Work item> Filter the entries below, keeping every line that has the word "rows".

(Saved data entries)
• • •

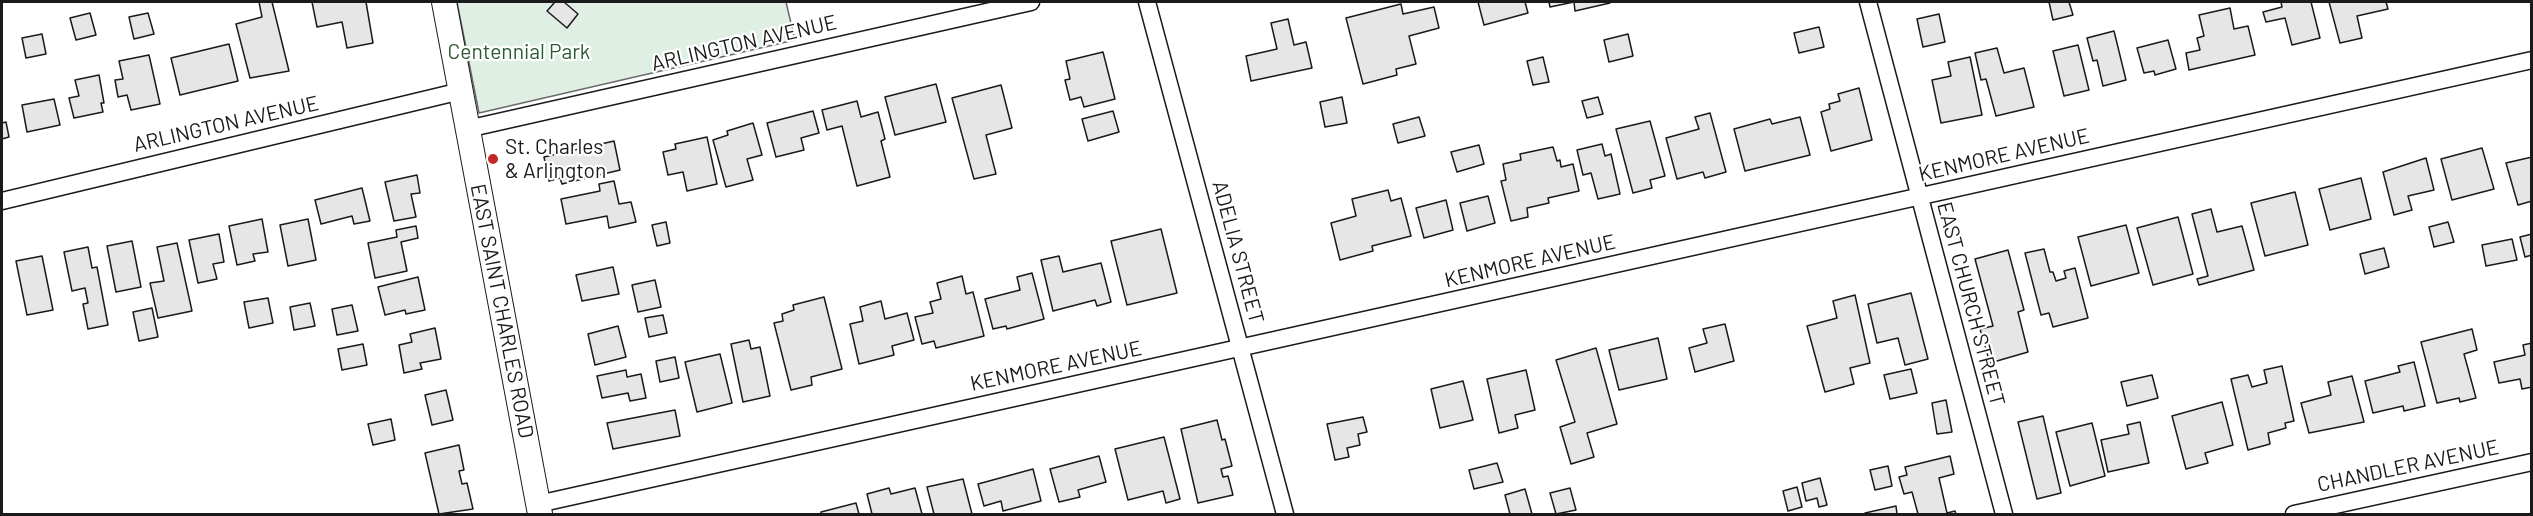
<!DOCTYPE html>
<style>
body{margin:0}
#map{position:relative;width:2533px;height:516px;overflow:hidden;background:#fff;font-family:Barlow,sans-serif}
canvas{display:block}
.frame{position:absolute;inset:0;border:3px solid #1a1a1a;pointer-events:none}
</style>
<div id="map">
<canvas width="2533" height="516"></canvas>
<div class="frame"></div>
</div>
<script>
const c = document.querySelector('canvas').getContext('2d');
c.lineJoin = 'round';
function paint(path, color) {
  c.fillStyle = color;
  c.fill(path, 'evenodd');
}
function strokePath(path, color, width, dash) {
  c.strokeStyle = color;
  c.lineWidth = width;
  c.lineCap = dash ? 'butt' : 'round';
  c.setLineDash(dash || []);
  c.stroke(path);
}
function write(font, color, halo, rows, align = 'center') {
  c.font = font + ' Barlow,sans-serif';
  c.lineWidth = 4.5;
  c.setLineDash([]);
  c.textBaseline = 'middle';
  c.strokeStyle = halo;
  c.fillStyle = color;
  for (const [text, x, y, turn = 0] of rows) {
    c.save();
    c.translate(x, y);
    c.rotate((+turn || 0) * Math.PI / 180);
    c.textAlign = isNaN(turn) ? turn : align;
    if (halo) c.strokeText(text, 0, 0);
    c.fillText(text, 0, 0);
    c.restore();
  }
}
const green = new Path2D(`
 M457,2H786L795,40L479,113Z`);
const building = new Path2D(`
 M259,2H272L289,71L250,78L236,24L262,17Z
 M312,2H366L373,43L347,48L342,22L317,27Z
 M555,2H564L578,14L567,28L547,11Z
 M1478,2H1525L1528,13L1484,25Z
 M1549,2H1609L1610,3L1575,11L1574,2L1550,7Z
 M2049,2H2069L2073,15L2053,20Z
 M2281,2H2311L2320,38L2292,45L2285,18L2266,22L2263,12L2282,7Z
 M2329,2H2386L2388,9L2357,16L2362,38L2340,43Z
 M1401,4L1403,14L1434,7L1439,28L1409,36L1416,64L1396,69L1397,75L1363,84L1346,18Z
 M2230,8L2234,29L2248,26L2255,55L2189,70L2186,53L2200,50L2197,38L2204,36L2199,15Z
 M90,13L96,35L76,40L70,18Z
 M148,13L154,34L134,39L129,17Z
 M1939,14L1945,42L1923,47L1917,19Z
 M1288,19L1294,45L1306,42L1312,68L1251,81L1246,56L1277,49L1271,23Z
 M1819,27L1824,47L1799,53L1794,33Z
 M2114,31L2126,80L2103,86L2097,60L2093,61L2087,38Z
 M42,34L46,54L26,58L22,38Z
 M1628,34L1633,56L1609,62L1604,40Z
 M2168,40L2176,69L2155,75L2154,71L2144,73L2137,48Z
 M229,44L238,81L180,95L171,58Z
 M2078,45L2089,90L2064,96L2053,51Z
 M1997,48L2004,73L2024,68L2034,107L1996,116L1986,79L1981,80L1975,53Z
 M1103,52L1115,99L1084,107L1081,97L1070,100L1065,80L1070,79L1066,61Z
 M149,55L160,104L131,110L127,95L118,97L115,80L123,79L119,61Z
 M1543,57L1549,82L1533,85L1527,61Z
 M1970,57L1982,115L1941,123L1932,80L1951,76L1948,62Z
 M99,75L104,103H101L103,112L74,118L69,98L79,96L75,80Z
 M936,84L946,122L895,135L885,97Z
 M1001,85L1012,128L986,135L996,174L974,179L952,98Z
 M1859,88L1872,140L1831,151L1821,112L1830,109L1829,104L1840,101L1838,94Z
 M1342,97L1347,123L1325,127L1320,102Z
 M1598,97L1603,114L1587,118L1582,101Z
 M54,99L60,125L27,132L22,105Z
 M857,101L861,117L878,112L885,139L881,141L890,177L857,186L842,126L827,130L822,110Z
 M813,111L819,133L801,138L804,150L776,157L767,123Z
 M1113,111L1119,132L1088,141L1082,119Z
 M1710,113L1726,172L1705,178L1703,172L1677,179L1666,138L1699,129L1695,117Z
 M1419,117L1425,136L1398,143L1393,124Z
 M1800,117L1810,155L1745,171L1734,129L1770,119L1772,124Z
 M1650,121L1665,176L1650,180L1652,188L1633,193L1616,129Z
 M6,122L9,137L2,139V123Z
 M753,123L762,155L747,159L753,180L726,187L713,140L728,135L727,131Z
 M707,137L717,184L687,191L683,172L668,175L663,152L676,149L675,144Z
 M614,141L620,170L562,184L560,178L549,181L544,157Z
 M1602,144L1605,156L1611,154L1620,194L1598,199L1591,173L1583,175L1577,150Z
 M1479,145L1484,164L1457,172L1451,152Z
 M1553,147L1557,161L1560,160L1561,167L1573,164L1579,191L1548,198L1549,203L1527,208L1528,217L1511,221L1501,181L1506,180L1503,164L1521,160L1520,154Z
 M2482,148L2494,189L2452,200L2441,159Z
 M2532,157V201L2518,205L2506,163Z
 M2426,158L2434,190L2408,196L2412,210L2394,215L2383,172Z
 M417,175L420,193L411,194L416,217L394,221L385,182Z
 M2361,178L2371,219L2330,230L2319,189Z
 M614,181L619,204L631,202L636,222L609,228L607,216L566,224L561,199L600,191L599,184Z
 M362,188L370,221L354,224L352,216L321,224L315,200Z
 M1388,190L1391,201L1401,198L1411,236L1372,246L1373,251L1340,260L1331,223L1356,216L1352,199Z
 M2295,192L2308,245L2265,256L2251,203Z
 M1488,196L1495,223L1467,231L1460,203Z
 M1446,200L1453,230L1424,238L1416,208Z
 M2211,209L2217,232L2242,226L2254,270L2199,285L2197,279L2208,276L2192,214Z
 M2178,217L2193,274L2153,285L2137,228Z
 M262,219L268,252L253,254L255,261L237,265L229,226Z
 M308,219L316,260L288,266L280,225Z
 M666,222L670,243L657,246L652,225Z
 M2448,222L2454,242L2434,247L2429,227Z
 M2126,225L2139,273L2091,286L2078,237Z
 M416,226L418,238L401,242L407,271L375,278L368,243L397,237L396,230Z
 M1161,229L1177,293L1127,305L1111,241Z
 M219,234L224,262L213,264L217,279L198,283L189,240Z
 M2532,234V255L2525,257L2520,237Z
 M2512,239L2517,260L2486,266L2482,245Z
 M132,241L141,287L116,292L107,246Z
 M177,243L192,311L158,318L150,283L164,281L157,247Z
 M88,247L92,268L97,267L108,325L88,329L83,304L88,303L85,288L72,291L64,252Z
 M2384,248L2389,267L2365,274L2360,254Z
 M2044,249L2050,272H2053L2056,281L2066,278L2064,271L2075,268L2088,318L2053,327L2049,313L2041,315L2025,253Z
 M2008,250L2024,310L2018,312L2028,352L1990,363L1980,329L1993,326L1975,259Z
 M42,256L53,310L27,315L16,261Z
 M1059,256L1063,272L1101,263L1111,302L1097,306L1095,300L1053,311L1041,260Z
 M613,267L619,294L582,301L576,275Z
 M1032,273L1044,319L1007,329L1006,326L993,329L985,299L1020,290L1017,277Z
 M962,276L966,294L973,292L984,336L936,348L934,341L922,344L915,317L933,313L930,302L941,299L937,283Z
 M418,277L425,310L406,314L405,310L385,315L378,287Z
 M655,280L661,307L638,312L632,285Z
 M1911,293L1928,359L1905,365L1898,338L1877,343L1868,304Z
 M1855,295L1870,363L1850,368L1854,384L1825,392L1807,326L1837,318L1833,301Z
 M824,297L842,369L811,377L812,385L791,390L774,323L783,321L782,314L794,310L793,305Z
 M268,298L273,323L249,328L244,302Z
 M881,301L885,319L907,313L914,340L892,346L894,355L859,364L850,324L863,321L860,307Z
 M310,303L315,326L294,330L290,307Z
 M352,305L358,331L337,335L332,309Z
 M152,308L158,337L139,341L133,312Z
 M663,315L667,333L649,337L645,318Z
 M1725,324L1734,361L1695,372L1689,348L1707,343L1703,329Z
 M618,326L626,357L595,365L588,334Z
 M435,328L441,359L420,363L422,369L404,373L399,345L412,342L410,334Z
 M2472,329L2477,350L2464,354L2476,398L2460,402L2459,398L2437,403L2421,342Z
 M1658,338L1667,379L1619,390L1609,350Z
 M749,340L751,349L760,347L770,396L743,402L731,344Z
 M2532,343V387L2522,389L2520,379L2499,383L2494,362L2525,355L2523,345Z
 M363,344L367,365L342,370L338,349Z
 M1596,348L1617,424L1587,433L1594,457L1571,464L1560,427L1575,422L1556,360Z
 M720,354L732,403L697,412L685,362Z
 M675,357L679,378L660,382L656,361Z
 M2414,362L2425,406L2404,411L2403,406L2373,413L2365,381L2400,372L2398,366Z
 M2282,366L2294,421L2285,423L2286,428L2268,433L2270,444L2248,450L2231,379L2248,375L2252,387L2267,383L2264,370Z
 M1911,369L1917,393L1890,399L1884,375Z
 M626,370L627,377L641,374L646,398L630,401L628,393L602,398L597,376Z
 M1526,370L1535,410L1515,415L1518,428L1499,433L1487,379Z
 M2152,375L2158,398L2127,406L2121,382Z
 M2352,376L2364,422L2309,433L2301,403L2331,395L2328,382Z
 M1463,381L1473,420L1440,428L1431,389Z
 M446,390L453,420L432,425L425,395Z
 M1946,400L1952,432L1937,434L1932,403Z
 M2222,402L2233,445L2205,453L2208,463L2186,469L2172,416Z
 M675,410L680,436L613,449L607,423Z
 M2043,416L2061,493L2037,499L2018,422Z
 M1363,417L1367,432L1358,434L1360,445L1347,448L1349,457L1335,460L1327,424Z
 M391,419L395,440L373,445L368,424Z
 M1217,420L1222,440L1225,439L1232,466L1221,469L1223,477L1228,476L1233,495L1198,503L1181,429Z
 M2140,422L2149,463L2108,472L2101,440L2129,434L2127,425Z
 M2092,423L2105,476L2070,486L2056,432Z
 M1164,437L1180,499L1166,503L1163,491L1128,500L1115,449Z
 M459,445L464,470L459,471L462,484L467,483L473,509L439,514L425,453Z
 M1099,456L1106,482L1078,490L1080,497L1059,502L1050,469Z
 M1950,456L1954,474L1939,478L1947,513L1955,511L1956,514H1918L1912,492L1904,494L1899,477L1907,475L1905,467Z
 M1497,463L1503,482L1474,489L1469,470Z
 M1888,466L1892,486L1875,490L1870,470Z
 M1033,469L1041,501L1003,511L1001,501L984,506L978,484Z
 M1820,478L1827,505L1819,507L1817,498L1806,501L1802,483Z
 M963,479L972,514H934L927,487Z
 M1797,487L1802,507L1788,511L1783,491Z
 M889,488L891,494L915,488L922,514H872L867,494Z
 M1570,488L1576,510L1556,514L1550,493Z
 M1525,489L1532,514H1510L1505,495Z
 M856,503L859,514H821V512Z
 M1896,506L1897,514H1865V513Z`);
const minor = new Path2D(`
 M1147,2L1285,514
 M1868,2L2004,514
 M467,129L1031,2
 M2,201L461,91
 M538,504L2532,60
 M2294,514L2532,462`);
const secondary = new Path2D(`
 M444,2L540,514`);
const markers = [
 [493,159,6,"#c62828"]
];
const streetNames = [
 ["ARLINGTON AVENUE",744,43,-13],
 ["ARLINGTON AVENUE",226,124,-13],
 ["KENMORE AVENUE",2004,155,-13],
 ["ADELIA STREET",1238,252,75],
 ["KENMORE AVENUE",1530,261,-13],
 ["EAST CHURCH STREET",1971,304,75],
 ["EAST SAINT CHARLES ROAD",502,311,79],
 ["KENMORE AVENUE",1056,366,-12],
 ["CHANDLER AVENUE",2408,466,-12]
];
const parkNames = [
 ["Centennial Park",519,52]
];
const poiNames = [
 ["St. Charles",505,147],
 ["& Arlington",505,171]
];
paint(green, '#e0efe3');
strokePath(green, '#6a6a6a', 1.5);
paint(building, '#e6e6e6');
strokePath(building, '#1a1a1a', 1.5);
strokePath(minor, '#1a1a1a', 19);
strokePath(secondary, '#1a1a1a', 26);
strokePath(minor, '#fff', 16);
strokePath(secondary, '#fff', 24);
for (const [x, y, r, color] of markers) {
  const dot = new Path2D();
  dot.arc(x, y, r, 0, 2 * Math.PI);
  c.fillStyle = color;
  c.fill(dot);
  strokePath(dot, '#fff', 2);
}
write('21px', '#1a1a1a', '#fff', streetNames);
write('21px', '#2b5a34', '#fff', parkNames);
write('21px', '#1a1a1a', '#fff', poiNames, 'left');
</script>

• • •

Response to the exercise>
function write(font, color, halo, rows, align = 'center') {
  for (const [text, x, y, turn = 0] of rows) {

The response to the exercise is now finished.